### What is needed
Restate word for word every entry that appears below, skipping its pictures.

### Data extract
##########
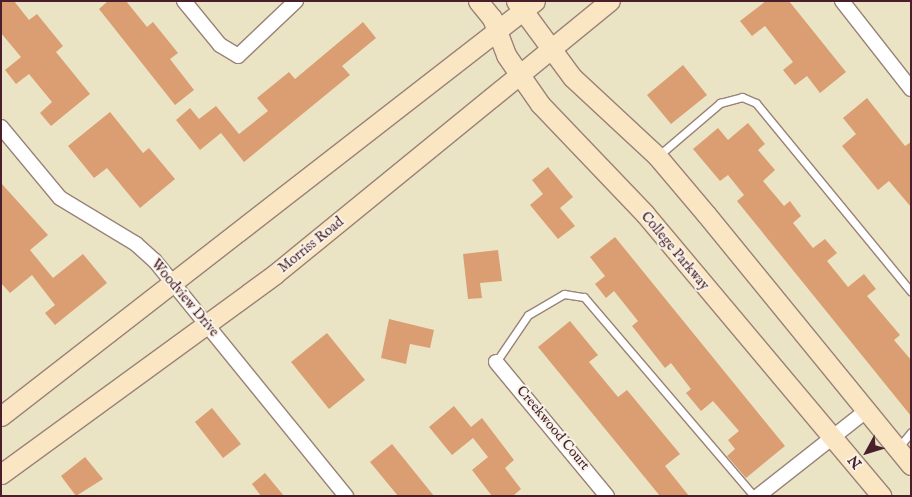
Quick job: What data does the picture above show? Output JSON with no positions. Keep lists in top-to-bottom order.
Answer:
{
  "streets": {
    "main road": ["Morriss Road", "College Parkway"],
    "street": ["Woodview Drive", "Creekwood Court"]
  },
  "crossings": [
    ["Morriss Road", "College Parkway"],
    ["Morriss Road", "Woodview Drive"]
  ],
  "north": "bottom left"
}
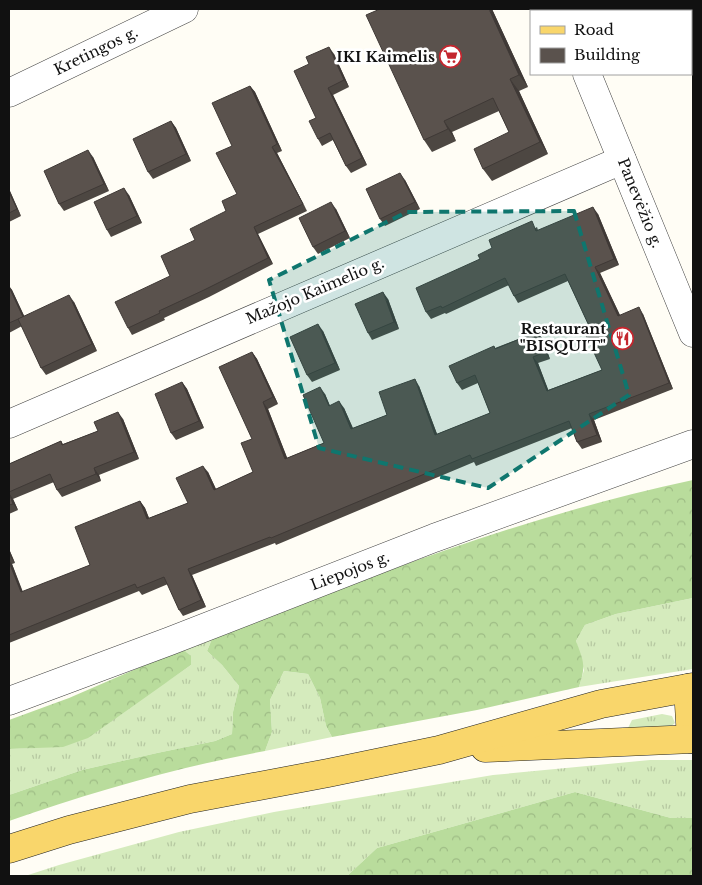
##########
### Response area
Quick job: What data does the picture above show? Output JSON with no positions. Keep lists in top-to-bottom order.
Answer:
{
  "streets": {
    "main road": ["Morriss Road", "College Parkway"],
    "street": ["Woodview Drive", "Creekwood Court"]
  },
  "crossings": [
    ["Morriss Road", "College Parkway"],
    ["Morriss Road", "Woodview Drive"]
  ],
  "north": "bottom left"
}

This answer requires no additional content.